Betty White took Maggie Smith’s place as the Dowager Countess. She told reporters, "you know, I've always hated that ****er Maggie Smith, so this is one ****ing good way to rub her face in it." Megan Fox was cast as Lady Mary Crawley, looking perpetually confused. Other key cast members included Jon Voight as underbutler Thomas Barrow and Steve Buscemi as Lord Grantham’s valet John Bates. None of the American cast even bothered trying to use British accents, though at one point Cage can be heard to say, “Tea time! Cup of Earl Grey, Daddio.”
The fact that the film features Voight kicking King George V (as played by Dana Carvey) in the butt has infuriated the British Royal Family. “We are not amused,” a statement was issued from Buckingham Palace on behalf of the Queen. “And we would remind Mr. Bay that the Tower of London can easily be returned to its old use as a prison.”
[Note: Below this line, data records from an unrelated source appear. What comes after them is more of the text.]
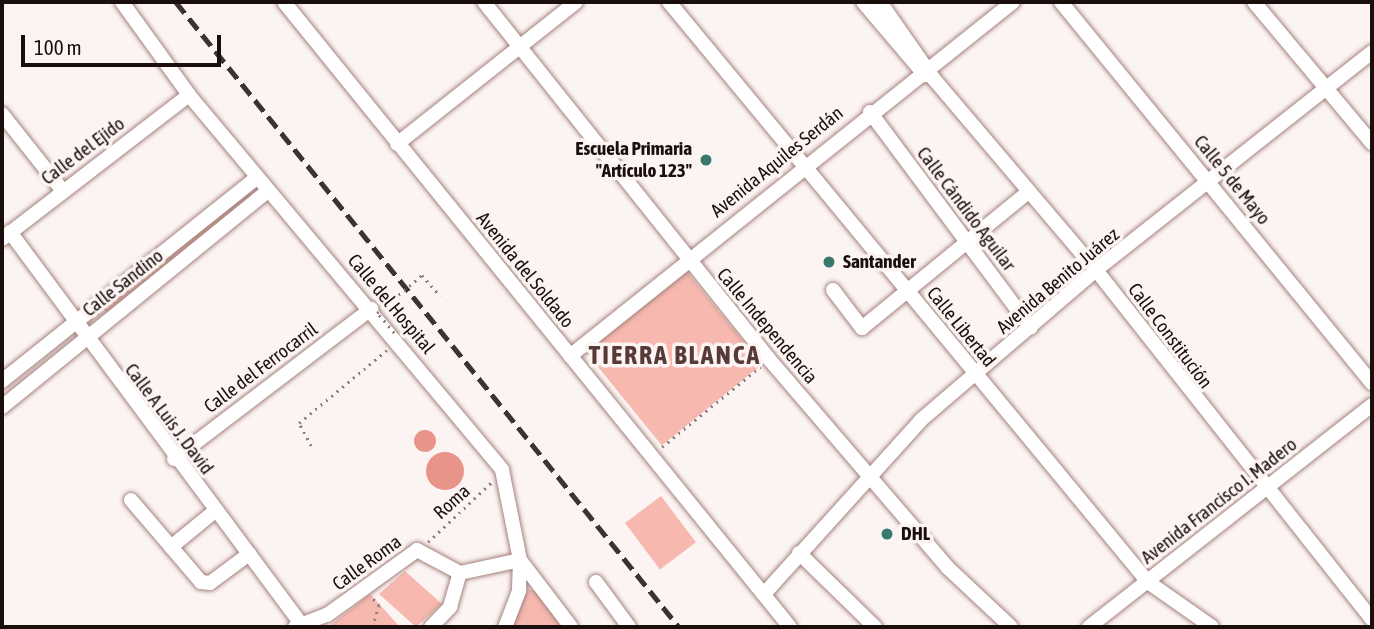 <!DOCTYPE html>
<html>
<head>
<meta charset="utf-8">
<style>
  body { margin:0 }
  #map { position:relative; width:1374px; height:629px; overflow:hidden; background:#fcf4f3; font-family:"Asap Condensed",sans-serif }
  div>[style] { position:absolute }
  .green>* { inset:0; background:#f6b8af; transform-origin:0 0 }
  .water>* { inset:0; background:#e99489 }
  .round { border-radius:50% }
  .path>* { height:2.5px; margin-top:-1.25px; transform-origin:0; background:repeating-linear-gradient(90deg,#8a807e 0 2px,transparent 0 7px) }
  .roads { filter:drop-shadow(0 0 2px #a4827d) drop-shadow(0 0 2px #a4827d) }
  .minor>* { height:14px; margin:-7px; padding:0 7px; transform-origin:7px; border-radius:7px; background:#fff }
  .rail>* { height:4.5px; margin-top:-2.25px; transform-origin:0; background:repeating-linear-gradient(90deg,#3d3230 0 14px,transparent 0 21px) }
  .path-bridge>* { height:2.5px; margin-top:-1.25px; transform-origin:0; background:repeating-linear-gradient(90deg,#8a807e 0 2px,transparent 0 7px) }
  .dots>* { width:19px; height:19px; translate:-50% -50%; box-sizing:border-box; border:4px solid #fcf4f3; border-radius:50% }
  span { translate:-50% -50%; white-space:nowrap; text-align:center; line-height:1.15; -webkit-text-stroke:7px #fcf4f3; paint-order:stroke }
  .poi-label { font-size:19px; color:#1b0f0d; font-weight:700 }
  .right { translate:-100% -50%; text-align:right }
  .left { translate:0 -50%; text-align:left }
  .street-label { font-size:19px; color:#1b0f0d }
  .district-label { font-size:26px; color:#573a35; font-weight:700; letter-spacing:2px }
  .frame { position:absolute; inset:0; border:4px solid #1b0f0d; pointer-events:none }
  .scale { position:absolute; left:21px; top:35px; width:200px; height:32px; box-sizing:border-box; border:4px solid #1b0f0d; border-top:0; padding-left:9px; font-size:21px; line-height:24px; white-space:nowrap; color:#1b0f0d; -webkit-text-stroke:5px #fcf4f3; paint-order:stroke }
</style>
</head>
<body>
<div id="map">
  <div class="green">
    <i style="clip-path:polygon(248px 190px,253px 196px,108px 314px,99px 304px)"></i>
    <i style="left:684px;top:268px;width:124px;height:129px;rotate:51deg"></i>
    <i style="left:661px;top:496px;width:58px;height:45px;rotate:53deg"></i>
    <i style="clip-path:polygon(405px 571px,442px 604px,416px 627px,379px 594px)"></i>
    <i style="clip-path:polygon(528px 589px,539px 592px,561px 627px,511px 627px)"></i>
    <i style="clip-path:polygon(370px 594px,400px 627px,328px 627px)"></i>
  </div>
  <div class="water">
    <i class="round" style="left:414px;top:430px;width:22px;height:22px"></i>
    <i class="round" style="left:426px;top:452px;width:38px;height:38px"></i>
  </div>
  <div class="path">
    <i style="left:311px;top:446px;width:26px;rotate:-118deg"></i>
    <i style="left:299px;top:423px;width:114px;rotate:-39.7deg"></i>
    <i style="left:662px;top:447px;width:127px;rotate:-39.2deg"></i>
    <i style="left:428px;top:542px;width:88px;rotate:-43.2deg"></i>
    <i style="left:372px;top:627px;width:22px;rotate:-72deg"></i>
    <i style="left:379px;top:606px;width:9px;rotate:-131deg"></i>
  </div>
  <div class="roads">
    <div class="minor">
      <i style="left:122px;top:2px;width:115px;rotate:54.2deg"></i>
      <i style="left:189px;top:95px;width:488px;rotate:50.1deg"></i>
      <i style="left:502px;top:470px;width:92px;rotate:78.7deg"></i>
      <i style="left:520px;top:560px;width:31px;rotate:92deg"></i>
      <i style="left:519px;top:591px;width:39px;rotate:111deg"></i>
      <i style="left:284px;top:2px;width:804px;rotate:51.01deg"></i>
      <i style="left:484px;top:2px;width:457px;rotate:51.4deg"></i>
      <i style="left:769px;top:359px;width:275px;rotate:49.4deg"></i>
      <i style="left:948px;top:568px;width:86px;rotate:43.1deg"></i>
      <i style="left:669px;top:2px;width:752px;rotate:50.45deg"></i>
      <i style="left:1148px;top:582px;width:78px;rotate:35.1deg"></i>
      <i style="left:863px;top:2px;width:96px;rotate:49.7deg"></i>
      <i style="left:880px;top:2px;width:93px;rotate:55.1deg"></i>
      <i style="left:933px;top:78px;width:252px;rotate:49.7deg"></i>
      <i style="left:1096px;top:270px;width:446px;rotate:51.7deg"></i>
      <i style="left:1061px;top:2px;width:492px;rotate:50.8deg"></i>
      <i style="left:1254px;top:2px;width:184px;rotate:50.1deg"></i>
      <i style="left:870px;top:112px;width:269px;rotate:53.3deg"></i>
      <i style="left:2px;top:114px;width:98px;rotate:51.6deg"></i>
      <i style="left:397px;top:144px;width:228px;rotate:-38.4deg"></i>
      <i style="left:10px;top:232px;width:490px;rotate:53.4deg"></i>
      <i style="left:2px;top:239px;width:236px;rotate:-37.6deg"></i>
      <i style="left:833px;top:290px;width:48px;rotate:52.7deg"></i>
      <i style="left:862px;top:328px;width:215px;rotate:-39.3deg"></i>
      <i style="left:570px;top:356px;width:567px;rotate:-38.63deg"></i>
      <i style="left:2px;top:381px;width:325px;rotate:-38.6deg"></i>
      <i style="left:2px;top:407px;width:343px;rotate:-39.1deg"></i>
      <i style="left:174px;top:459px;width:248px;rotate:-37.3deg"></i>
      <i style="left:131px;top:500px;width:108px;rotate:49.5deg"></i>
      <i style="left:201px;top:582px;width:9px;rotate:6deg"></i>
      <i style="left:210px;top:583px;width:49px;rotate:-36.6deg"></i>
      <i style="left:171px;top:547px;width:57px;rotate:-39.3deg"></i>
      <i style="left:799px;top:553px;width:106px;rotate:44.2deg"></i>
      <i style="left:520px;top:560px;width:84px;rotate:52.7deg"></i>
      <i style="left:596px;top:582px;width:56px;rotate:53.7deg"></i>
      <i style="left:764px;top:594px;width:234px;rotate:-47.9deg"></i>
      <i style="left:921px;top:420px;width:230px;rotate:-40.6deg"></i>
      <i style="left:1096px;top:270px;width:352px;rotate:-38.3deg"></i>
      <i style="left:295px;top:627px;width:34px;rotate:-21deg"></i>
      <i style="left:327px;top:615px;width:111px;rotate:-35.8deg"></i>
      <i style="left:417px;top:550px;width:49px;rotate:28.1deg"></i>
      <i style="left:460px;top:573px;width:61px;rotate:-12.2deg"></i>
      <i style="left:431px;top:627px;width:28px;rotate:-46deg"></i>
      <i style="left:450px;top:607px;width:35px;rotate:-74deg"></i>
      <i style="left:1089px;top:627px;width:360px;rotate:-38.1deg"></i>
    </div>
  </div>
  <div class="rail">
    <i style="left:176px;top:2px;width:802px;rotate:51.17deg"></i>
  </div>
  <div class="path-bridge">
    <i style="left:394px;top:333px;width:26px;rotate:-130deg"></i>
    <i style="left:377px;top:313px;width:59px;rotate:-40.2deg"></i>
    <i style="left:422px;top:275px;width:28px;rotate:49deg"></i>
  </div>
  <div class="dots">
    <i style="left:706px;top:160px;background:#377a6d"></i>
    <i style="left:829px;top:262px;background:#377a6d"></i>
    <i style="left:887px;top:534px;background:#377a6d"></i>
  </div>
  <div class="poi-label">
    <span class="right" style="left:692px;top:160px">Escuela Primaria<br>"Artículo 123"</span>
    <span class="left" style="left:843px;top:262px">Santander</span>
    <span class="left" style="left:901px;top:534px">DHL</span>
  </div>
  <div class="street-label">
    <span style="left:83px;top:151px;rotate:-37deg">Calle del Ejido</span>
    <span style="left:777px;top:162px;rotate:-39deg">Avenida Aquiles Serdán</span>
    <span style="left:1232px;top:180px;rotate:51deg">Calle 5 de Mayo</span>
    <span style="left:966px;top:209px;rotate:53deg">Calle Cándido Aguilar</span>
    <span style="left:525px;top:270px;rotate:51deg">Avenida del Soldado</span>
    <span style="left:1058px;top:281px;rotate:-40deg">Avenida Benito Juárez</span>
    <span style="left:123px;top:283px;rotate:-38deg">Calle Sandino</span>
    <span style="left:391px;top:304px;rotate:50deg">Calle del Hospital</span>
    <span style="left:767px;top:326px;rotate:50deg">Calle Independencia</span>
    <span style="left:961px;top:327px;rotate:51deg">Calle Libertad</span>
    <span style="left:1170px;top:336px;rotate:53deg">Calle Constitución</span>
    <span style="left:261px;top:368px;rotate:-37deg">Calle del Ferrocarril</span>
    <span style="left:169px;top:419px;rotate:53deg">Calle A Luis J. David</span>
    <span style="left:1219px;top:501px;rotate:-38deg">Avenida Francisco I. Madero</span>
    <span style="left:452px;top:502px;rotate:-42deg">Roma</span>
    <span style="left:367px;top:563px;rotate:-36deg">Calle Roma</span>
  </div>
  <div class="district-label">
    <span style="left:675px;top:356px">TIERRA BLANCA</span>
  </div>
  <div class="frame"></div>
  <div class="scale">100 m</div>
</div>
</body>
</html>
Aside from Bates being a hero of sorts, Barrow being a conniving bastard, and the Dowager Countess being a cranky old bat, there is little in the film that reflects the television show. None of the intricate and complicated relationships that fans treasure can be found in the movie. Instead we have a two and a half hour nonsensical plotline about a freight train running out of control in the English countryside, loaded with explosives, and ultimately putting Downton Abbey, its residents, and staff in danger. This reporter feels it’s not spoiling the movie to say it ends in a massive explosion with the manor destroyed, carnage everywhere, and Shia LaBeouf torn in half by a runaway locomotive. Unfortunately that last part only applies to the movie, not to the actor, who continues to get parts in Michael Bay films and continues to endlessly refer to himself in the third person for no reason whatsoever.
Bay shrugged when asked why he would so desecrate a beloved television series, and laughed. “Oh, come on, who honestly watches that show? My audience doesn’t watch it. They want to see explosions, explosions, and more explosions. Fast vehicles moving fast, hot babes waxing them while barely dressed, and we had the Megan Fox factor in place for that. I mean, the box office proves me right, am I right or am I right?” Indeed, the film took first place this weekend in box office totals, with drooling Michael Bay fans cheering endlessly while explosion after explosion dominated the screen. All the while, outside theatres, Downton fans picketed and protested. Bay seemingly could care less. “What can I say? I know my audience.”
We leave the final word to Penelope Hampshire, president of the Downton Abbey Worldwide Fan Association and founder of the Free John Bates Now movement that started up when the character was imprisoned for a time on the show. “This repugnance that Michael Bay calls a film is a desecration to Downton Abbey,” she told reporters from her office at Oxford, where she is a faculty member teaching English history. “He is an awful, awful man, and an insult to everyone who loves the show. I strongly urge in the most strenuous terms that every true Downton fan not to see this film. Don’t put so much as one pound in the pocket of Michael Bay.”
She paused for a long moment, and added, “And Mr. Bay, I would advise you that there are many of us out there, and we’re very angry with you. I suggest you keep looking over your shoulder for the rest of your life, sir.”